Abstract
With the rapid development of mobile telecommunication, voice call spam has become a growing problem in China. Many mobile phone users have become the victim of spam calls and suffered heavy financial loss. Discovering of call spammers can benefit mobile network operators as well as users. Nowadays, the popular method for the task of mining call spammers has been performed by different applications on smartphones. These applications combine manual and automatic methods to detect spammers. Although the results of these client-based solutions are quite satisfying, it is extremely unfortunate that many people still use feature phones, which can not be equipped with third party applications. In this paper, we propose a server-based solution and take a call log file as an example, to analyze the characteristics of mobile call patterns. A time-based graph model and a simple and effective call log rank (CLRank) algorithm with ranking and classification were proposed to find potential call spammers. Compared with existing methods, our model just uses link information, and thus protects user privacy to the maximum extent. Experimental results show that our proposed model can find spammers from call logs automatically, dynamically, and effectively (with 84.5~91.8% of accuracy) without any manual interventions.
1. Introduction
Voice call has become a basic and reliable service provided by mobile network operators for many years. Although it has been partly replaced by many applications on smartphones, such as LINE and WeChat, it is still the most widely used mobile communication method. With the rapid growth of mobile telecommunication, more and more people in China are equipped with mobile phones [1, 2]. However, the number of spam calls has increased dramatically (http://www.shanghaidaily.com/metro/society/Harassing-phone-calls-from-city-plague-2m/shdaily.shtml). Many users have become the victims of phone scams and suffered heavy financial loss (http://www.hollywoodreporter.com/news/chinese-actress-tang-wei-falls-670430). The content of spam calls can be classified into three categories: harassment, fraud, and illegal advertisement. The harassment calls is composed of jokes and hoaxes. The consequence is often harmless. However, the fraud and illegal advertisement calls can be very harmful. These malicious calls induce people to pay money for unwanted subscription, transfer money, and expose serious personal information. Many mobile phone users trust the content of spam calls and the response rates are high compared with traditional Email spam. It is necessary to detect potential call spammers as soon as possible.

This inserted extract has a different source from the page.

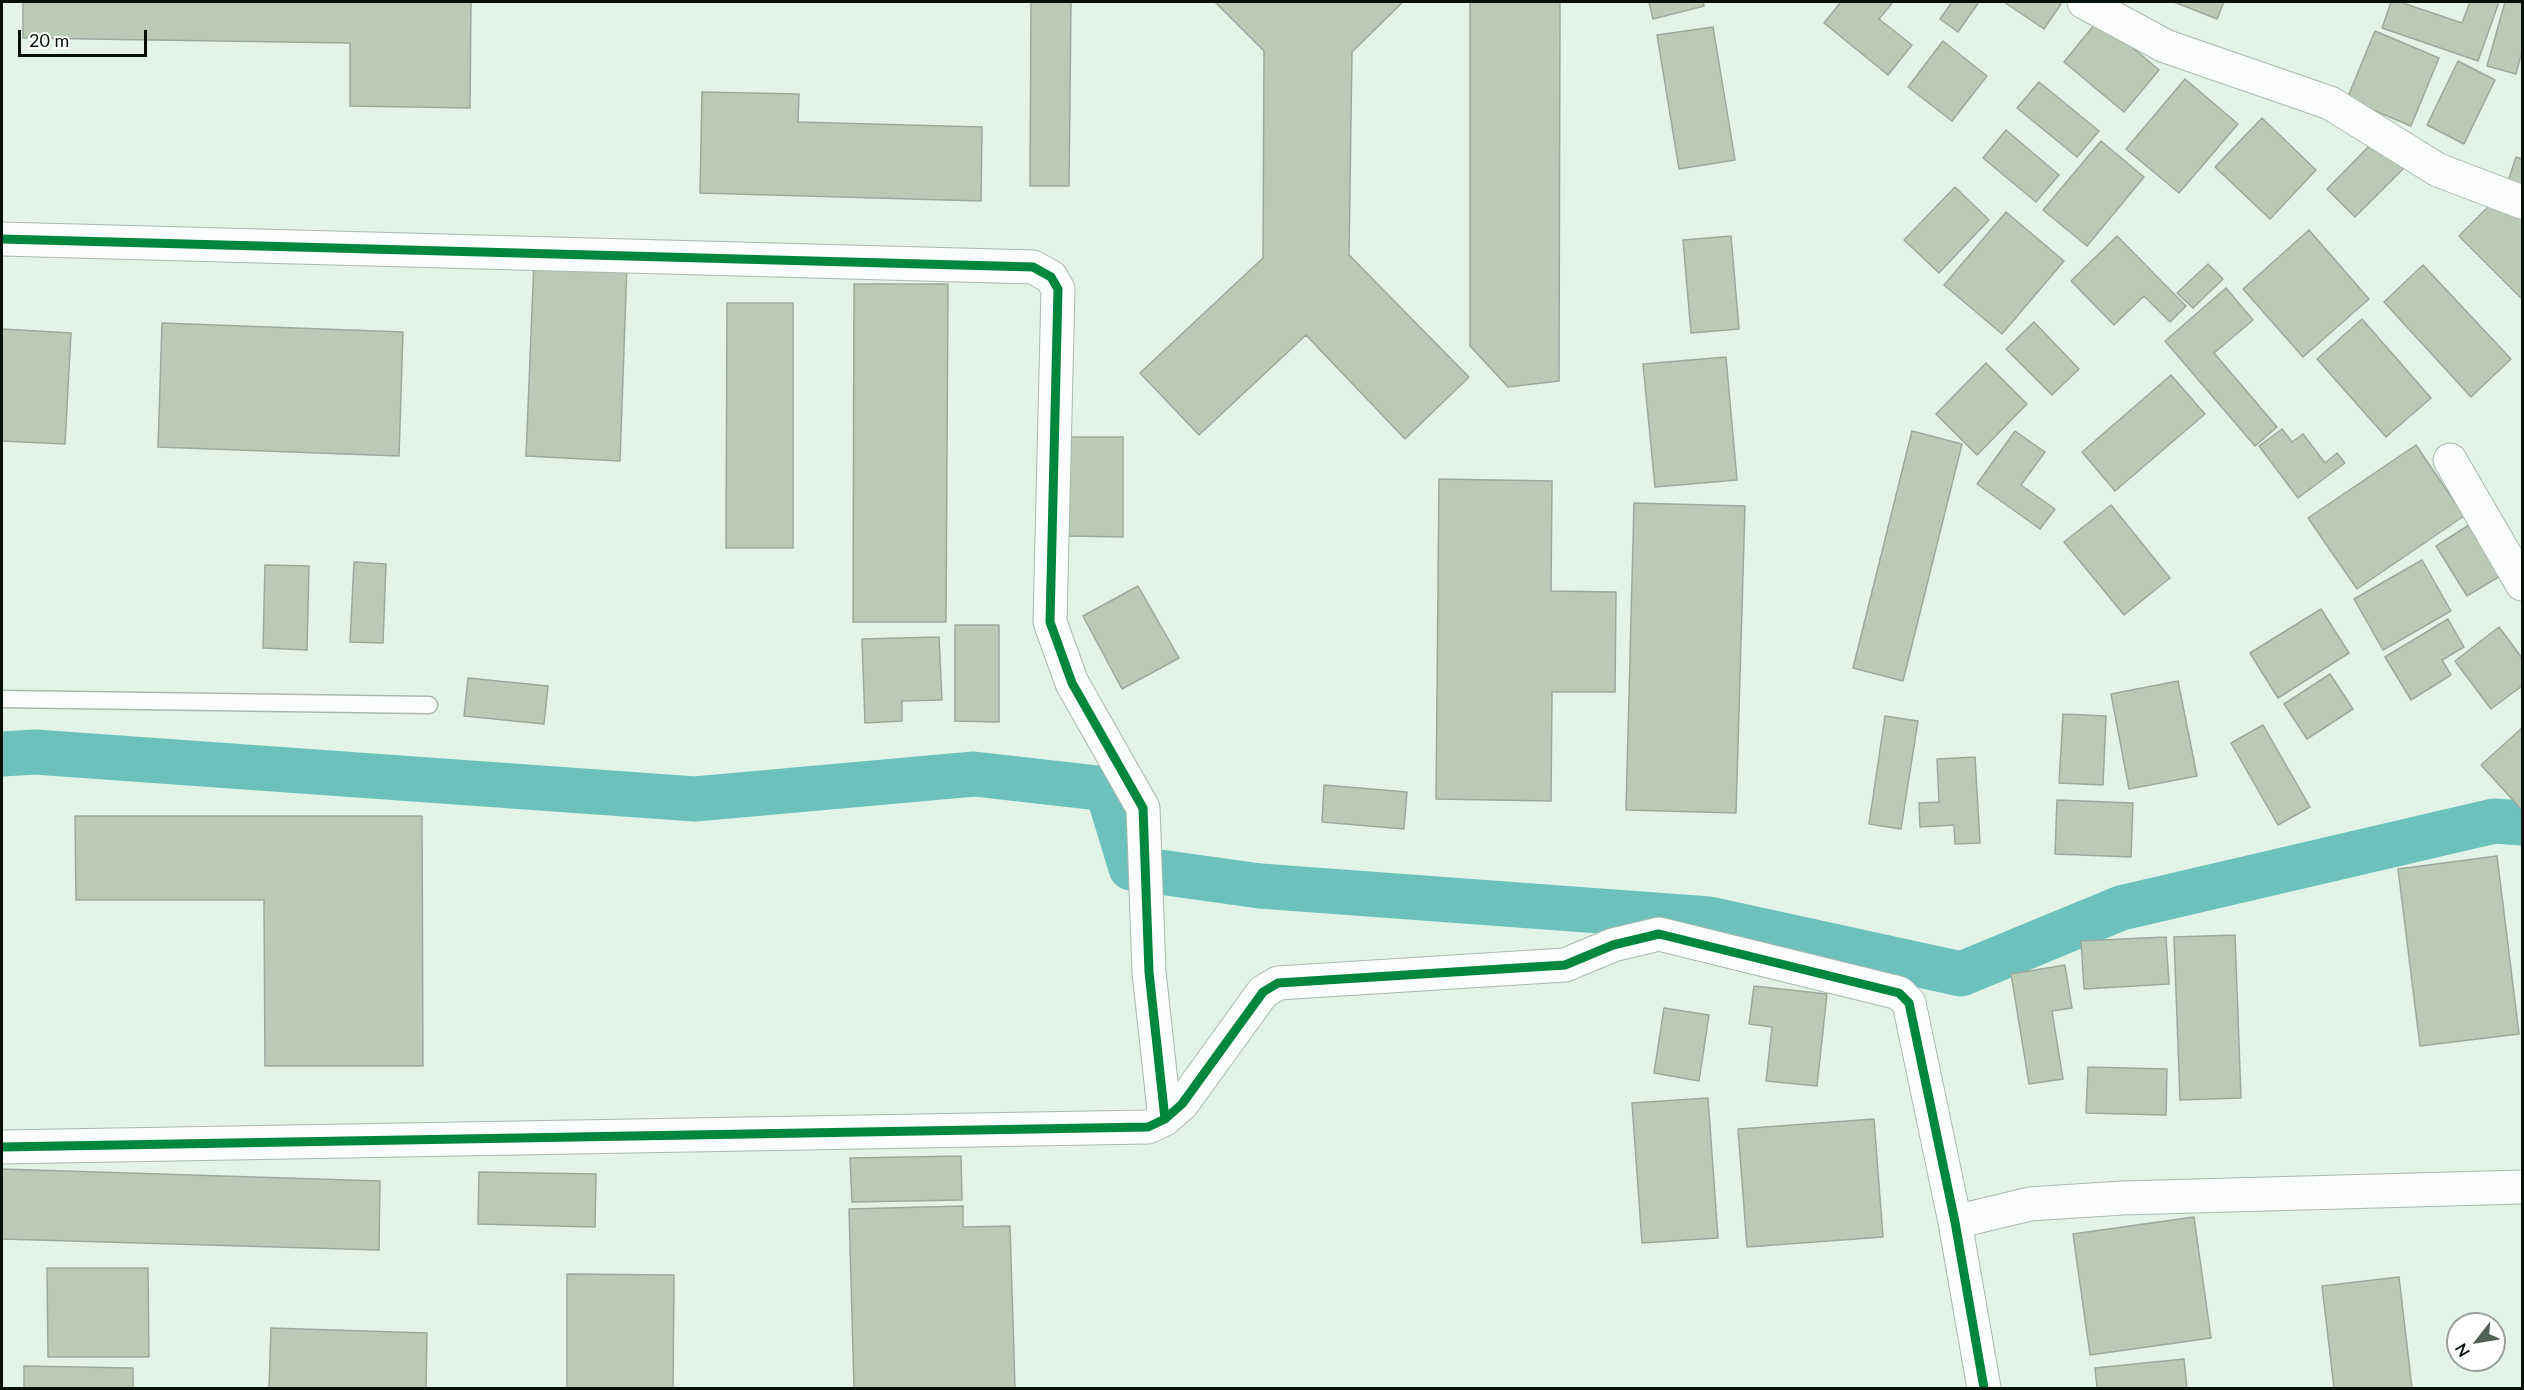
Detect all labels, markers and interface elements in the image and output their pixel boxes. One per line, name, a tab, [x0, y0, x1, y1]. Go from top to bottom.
scale bar	[21, 18, 150, 56]
text: 20 m	[29, 29, 69, 51]
north arrow	[2446, 1312, 2506, 1372]
text: N	[2451, 1340, 2473, 1361]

There are two popular methods for call spam detection: the server-based solution provided by cellular network operators and the client-based third-party applications provided by software companies. Since it is huge workload to analyze call contents at the server side, in reality, the task of call spam detection is mainly performed by applications on smartphones, such as Tencent mobile manager. However in China, there are 70 percent of mobile users in rural areas who still use feature phones, which cannot install antispam software and thus have completely no protection against call spam. There are also two popular methods for call spam detection: the crowdsourcing approach and the automatic call spam filtering. In reality, the crowdsourcing approach is widely adopted by client-based applications. People can label a specified phone number as spammer by software, and then this information is sent to a server and distributed to other users as needed. However, research results have shown that almost all third-party applications do not use machine learning methods, thus the effectiveness of antispam software have been restricted [3]. The automatic method takes call log into consideration, uses a social network analysis approach and analyzes the behavior patterns of mobile users. This method has the advantage of being deployed on the server of mobile network operators. Based on the analysis above, we summarize that it is necessary to perform call spam detection at the server side automatically with minimum user information.

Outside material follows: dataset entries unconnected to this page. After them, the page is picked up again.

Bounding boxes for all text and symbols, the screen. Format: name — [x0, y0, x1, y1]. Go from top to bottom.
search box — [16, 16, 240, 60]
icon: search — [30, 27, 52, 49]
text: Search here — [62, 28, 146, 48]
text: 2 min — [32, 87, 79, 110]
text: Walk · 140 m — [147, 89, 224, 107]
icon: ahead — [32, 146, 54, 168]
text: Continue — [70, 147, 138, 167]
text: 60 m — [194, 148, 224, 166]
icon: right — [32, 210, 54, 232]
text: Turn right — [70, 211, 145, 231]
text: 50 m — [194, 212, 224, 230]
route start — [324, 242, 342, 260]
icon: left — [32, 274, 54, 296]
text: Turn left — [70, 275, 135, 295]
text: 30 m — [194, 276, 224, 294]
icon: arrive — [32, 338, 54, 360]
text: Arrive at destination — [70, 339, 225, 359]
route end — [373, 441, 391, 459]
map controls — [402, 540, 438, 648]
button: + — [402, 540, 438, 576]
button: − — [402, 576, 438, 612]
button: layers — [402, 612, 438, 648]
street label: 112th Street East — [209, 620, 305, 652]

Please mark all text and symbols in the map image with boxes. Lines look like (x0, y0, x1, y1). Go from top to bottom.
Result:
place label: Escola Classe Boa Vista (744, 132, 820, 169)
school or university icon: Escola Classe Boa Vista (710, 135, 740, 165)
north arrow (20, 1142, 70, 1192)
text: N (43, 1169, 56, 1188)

In this study, we try to conduct a systematic investigation of the case of finding potential call spammers from mobile call logs. Identification of call spammers can provide better mobile experience, as it protects people against malicious information senders.

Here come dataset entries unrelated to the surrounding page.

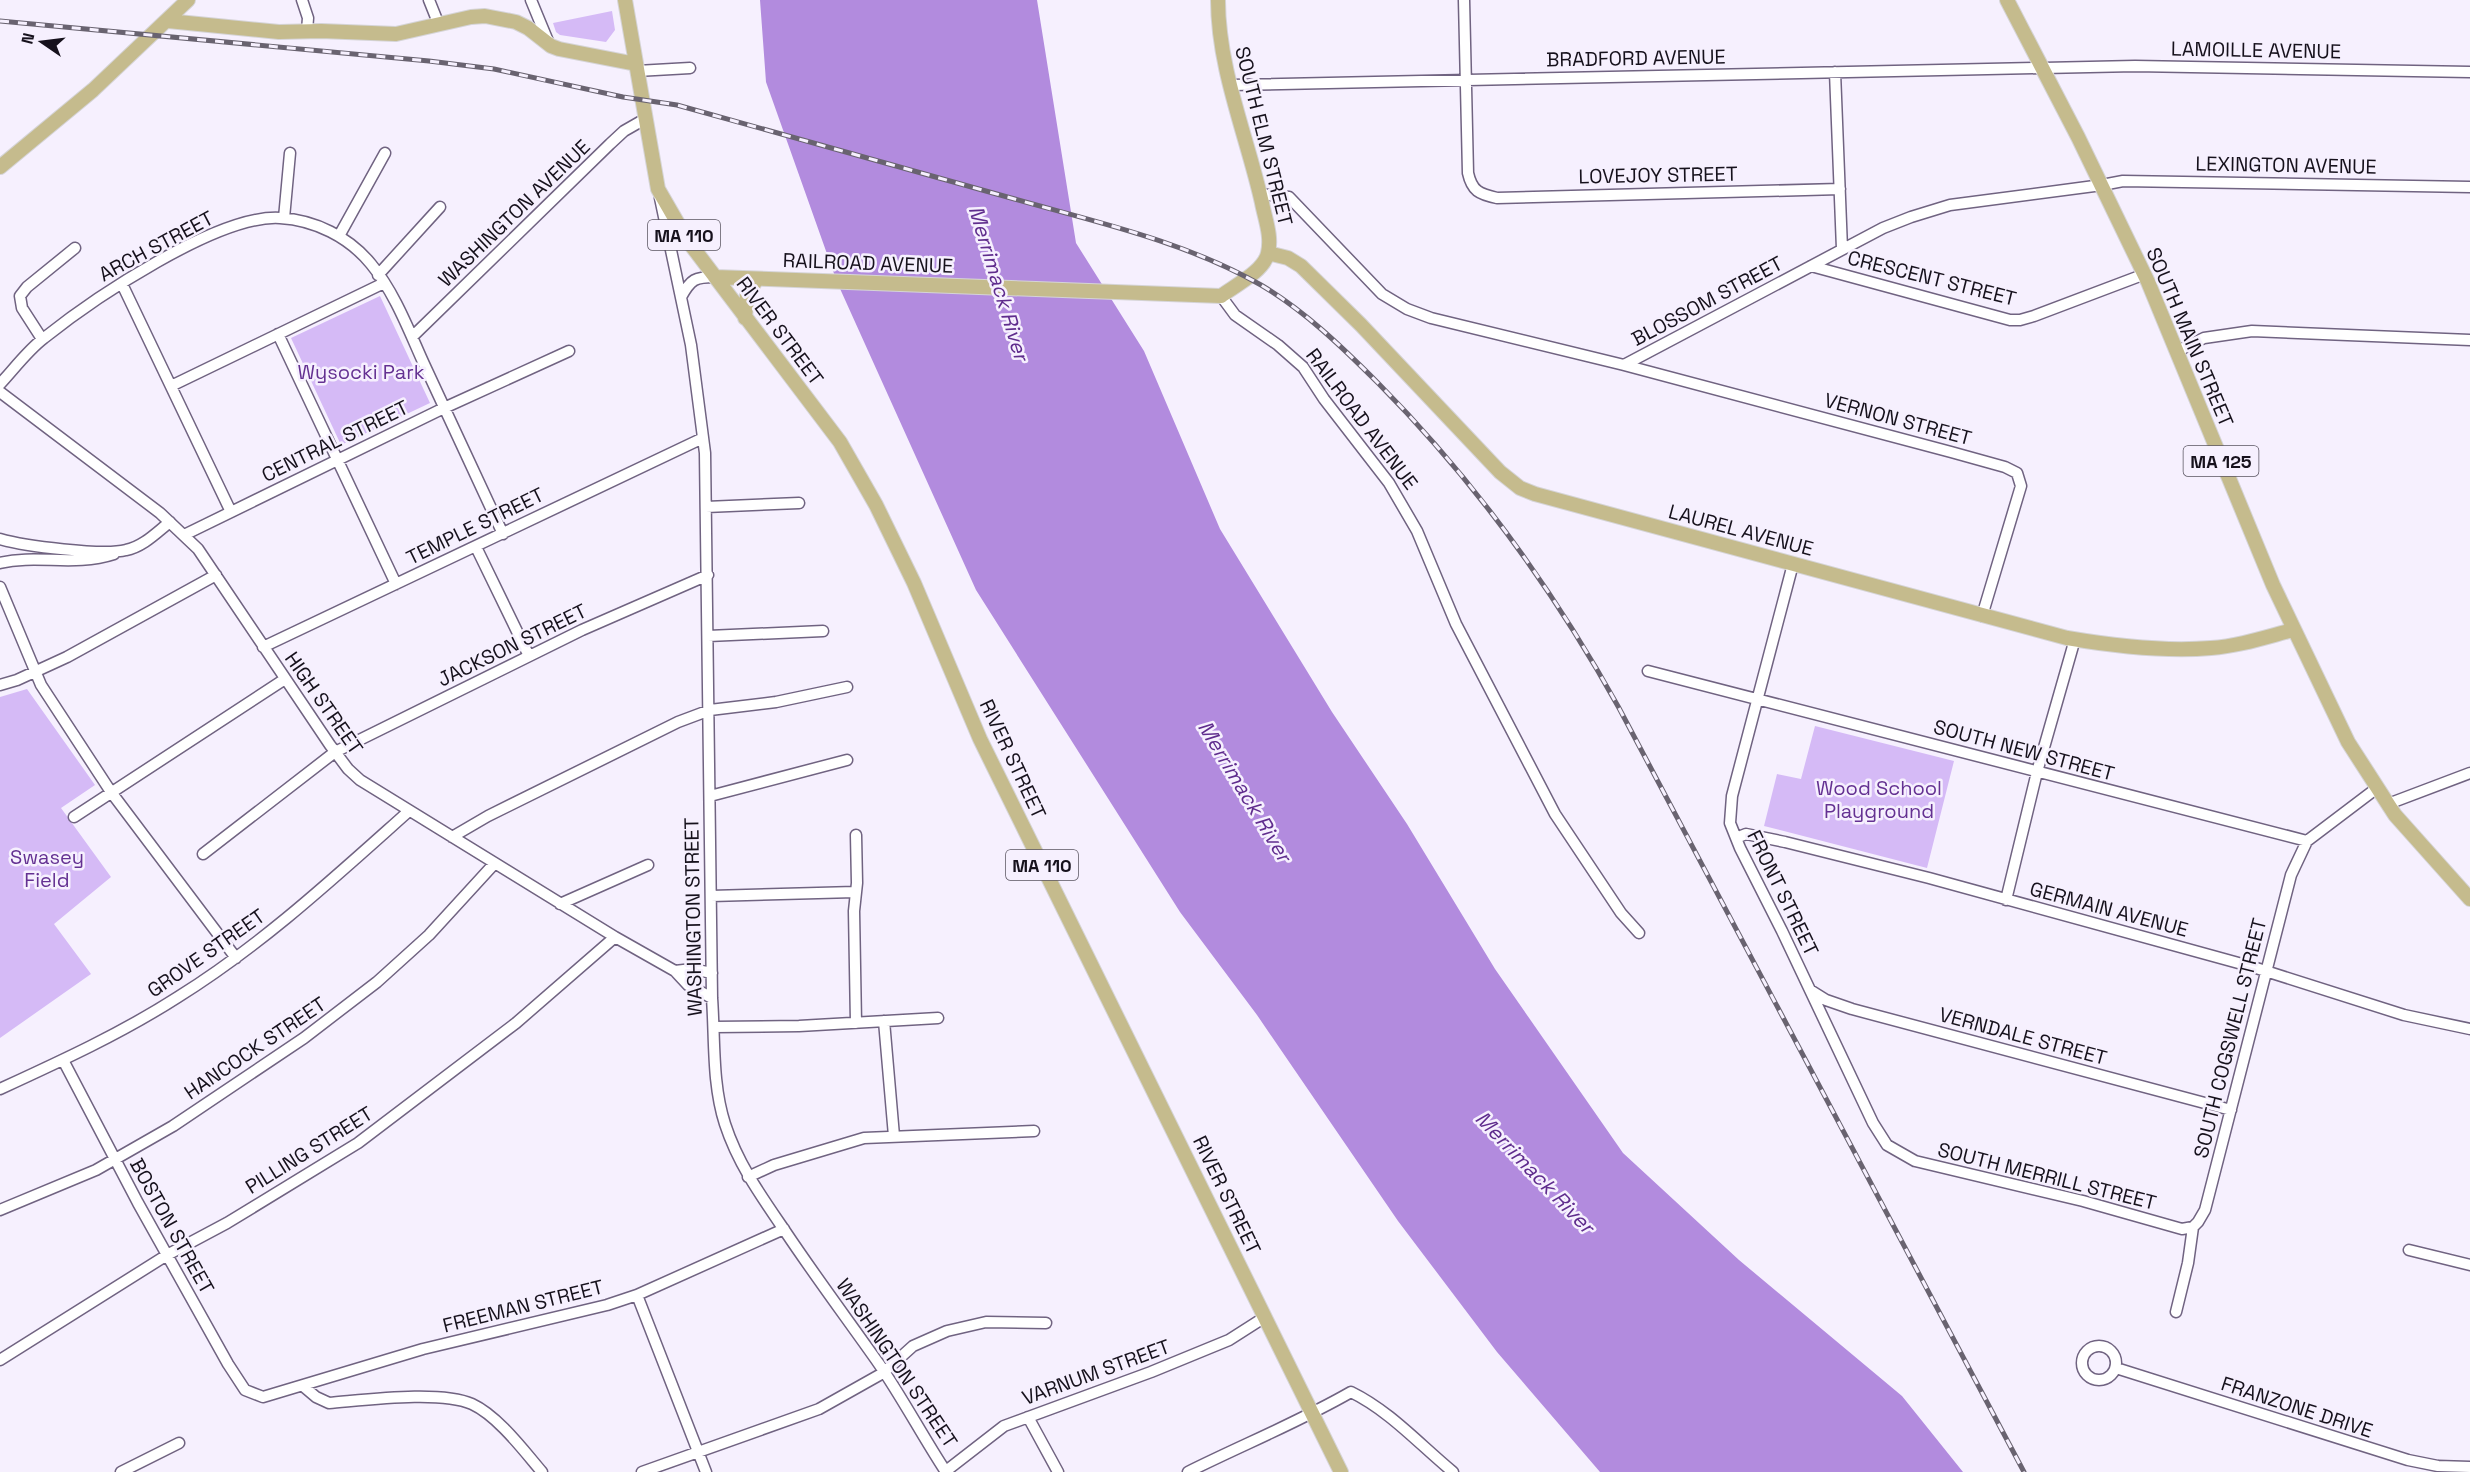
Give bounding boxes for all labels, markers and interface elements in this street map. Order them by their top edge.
north arrow [12,12,72,72]
text: N [16,31,39,46]
street label: LAMOILLE AVENUE [2171,36,2341,64]
street label: BRADFORD AVENUE [1546,43,1726,73]
street label: SOUTH ELM STREET [1229,44,1299,229]
street label: WASHINGTON AVENUE [433,134,595,292]
street label: LEXINGTON AVENUE [2195,150,2377,180]
street label: LOVEJOY STREET [1578,161,1738,189]
water label: Merrimack River [963,202,1036,366]
street label: ARCH STREET [94,205,218,287]
road number: MA 110 [648,220,720,250]
street label: SOUTH MAIN STREET [2140,243,2240,431]
street label: CRESCENT STREET [1845,244,2019,312]
street label: RAILROAD AVENUE [782,247,954,279]
street label: BLOSSOM STREET [1627,250,1787,352]
street label: RIVER STREET [731,272,829,391]
street label: RAILROAD AVENUE [1300,343,1424,495]
park label: Wysocki Park [298,359,425,385]
street label: VERNON STREET [1821,387,1975,451]
street label: CENTRAL STREET [257,394,413,488]
road number: MA 125 [2184,446,2258,476]
street label: TEMPLE STREET [402,481,548,571]
street label: LAUREL AVENUE [1666,498,1816,562]
street label: JACKSON STREET [433,597,591,692]
street label: HIGH STREET [279,646,369,760]
street label: RIVER STREET [974,695,1052,823]
street label: SOUTH NEW STREET [1931,713,2118,787]
water label: Merrimack River [1192,715,1299,868]
park label: Wood School Playground [1816,775,1942,824]
street label: WASHINGTON STREET [678,817,708,1017]
street label: FRONT STREET [1741,826,1825,960]
park label: Swasey Field [10,844,84,893]
road number: MA 110 [1006,850,1078,880]
street label: GERMAIN AVENUE [2027,875,2191,943]
street label: GROVE STREET [142,903,270,1003]
street label: SOUTH COGSWELL STREET [2188,915,2272,1161]
street label: HANCOCK STREET [179,991,331,1105]
street label: VERNDALE STREET [1936,1001,2110,1071]
street label: PILLING STREET [240,1100,378,1200]
water label: Merrimack River [1470,1105,1602,1241]
street label: RIVER STREET [1187,1131,1267,1259]
street label: SOUTH MERRILL STREET [1935,1136,2159,1216]
street label: BOSTON STREET [124,1153,220,1299]
street label: FREEMAN STREET [440,1273,606,1339]
street label: WASHINGTON STREET [831,1273,964,1453]
street label: VARNUM STREET [1018,1333,1174,1411]
street label: FRANZONE DRIVE [2218,1370,2376,1444]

The approach we take to handle call spam detection is rather different from existing relevant research.
(1) Log Information Only. Our work only uses call log information. There is no supervised information indicating which node sends call spam. However, the content-based methods use the content of the call as a judgment of ham or spam. Our method protects user privacy, while achieves good performance.
(2) Time-Dependent. The role of a node in mobile network may shift dynamically. One could turn from a call spammer to a normal node and vice versa. However, there is no clear sign when the transition happens.
(3) Server-Based Solution. Most of the existing methods utilize client-based applications. Our method can be deployed on the servers of cellular network operators and thus can provide protection for smartphones as well as feature phones.
In this paper, we formulate the problem of mining call spammers as a classification problem and propose a time-based communication graph to model the dynamic communication network. Our model partitions mobile communication stream into a series of segments, builds the time-based communication graph, then uses an algorithm with ranking and classification to detect the potential call spammers. Experimental results have shown that this unsupervised approach can achieve an accuracy of 84.5~91.8%. Our method can detect call spammer automatically, dynamically and effectively with minimum user information.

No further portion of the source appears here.